Colorado or Oregon. Texas is not my cup of tea.


----------



## dragthewaters (Feb 9, 2013)

Washington. Temperate rainforest (plus tons of other biomes), the Pacific Ocean, music, plentiful jobs, affordable housing....


----------



## RandomNote (Apr 10, 2013)

Washington.....its colder than where i am.......thats all.


----------



## senlar (Jan 8, 2012)

Texas. I'm not all that fond of the culture. I'm pretty centrist (culturally quite liberal, economically mixed). I've lived in New Mexico and it was decent. I suppose Texas is somewhat similar to New Mexico. 
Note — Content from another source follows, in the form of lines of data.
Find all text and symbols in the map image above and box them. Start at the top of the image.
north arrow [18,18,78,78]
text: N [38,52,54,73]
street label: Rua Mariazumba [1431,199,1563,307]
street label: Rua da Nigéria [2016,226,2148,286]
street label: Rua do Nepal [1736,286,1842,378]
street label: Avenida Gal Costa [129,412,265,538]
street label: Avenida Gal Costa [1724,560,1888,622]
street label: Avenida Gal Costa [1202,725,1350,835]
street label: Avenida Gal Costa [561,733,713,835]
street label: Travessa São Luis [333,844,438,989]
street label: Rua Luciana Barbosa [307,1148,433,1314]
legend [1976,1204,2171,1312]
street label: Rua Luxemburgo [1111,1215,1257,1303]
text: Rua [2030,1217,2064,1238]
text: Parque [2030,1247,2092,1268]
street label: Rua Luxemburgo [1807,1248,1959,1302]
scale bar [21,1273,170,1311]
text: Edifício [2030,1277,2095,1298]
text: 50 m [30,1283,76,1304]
Texas has created around half the job growth of the country in the last 5 years and it votes pretty conservative so I guess that at least some parts must have good security. Texas = opportunity + security. There is no life without struggle without these two.


----------



## nádej (Feb 27, 2011)

Illinois because the Chicago area is the best and my favorite of everywhere.


----------



## Ellis Bell (Mar 16, 2012)

Arizona. One of the best untapped resources of the US--great hiking, etc. Hot, but not muggy like it is in the Northeast.


----------



## cades (Apr 25, 2012)

Lol I'm so dumb, I was looking for Seattle and couldn't find it...
But yea washington.


----------



## Adhokk (Nov 13, 2012)

Alaska. 

Currently in Cali.

Nobody will bother my weeds...check
Acreage...check
Bushplane access...check
Anti-zombie climate...check
Guns...check
Possible last bastion of the human race...check

Everything I need ya?


----------



## ShadoWolf (Jun 5, 2012)

Probably Washington, California, or Arizona for nature. Also colorado though its not on here.


----------



## Blazy (Oct 30, 2010)

New York


----------



## monemi (Jun 24, 2013)

If I were moving to the US, the only State I would be okay with living in New York or maybe Delaware or New Jersey. The accents suck but these are the states I've felt most comfortable in and didn't bug me as much as other states about my accent.


----------



## Thief Noctis (Jan 6, 2012)

I live in England (UK), but if I _had_ to move to the US, then definitely Texas.

Why?

My Dad lives there, along with my stepmum and three of my four little sisters.


----------



## Yobi (Jun 17, 2013)

Wh1zkey said:


> New York


Eh.. Sorry.. I forgot to put a part three for New York.. I should probably get on that right away.


----------



## SnowFairy (Nov 21, 2011)

Washington or Oregon because Seattle and Portland are awesome, their coastlines are gorgeous, and the cool, rainy weather. Or Alaska for the breathtaking scenery and cold, snowy winters. 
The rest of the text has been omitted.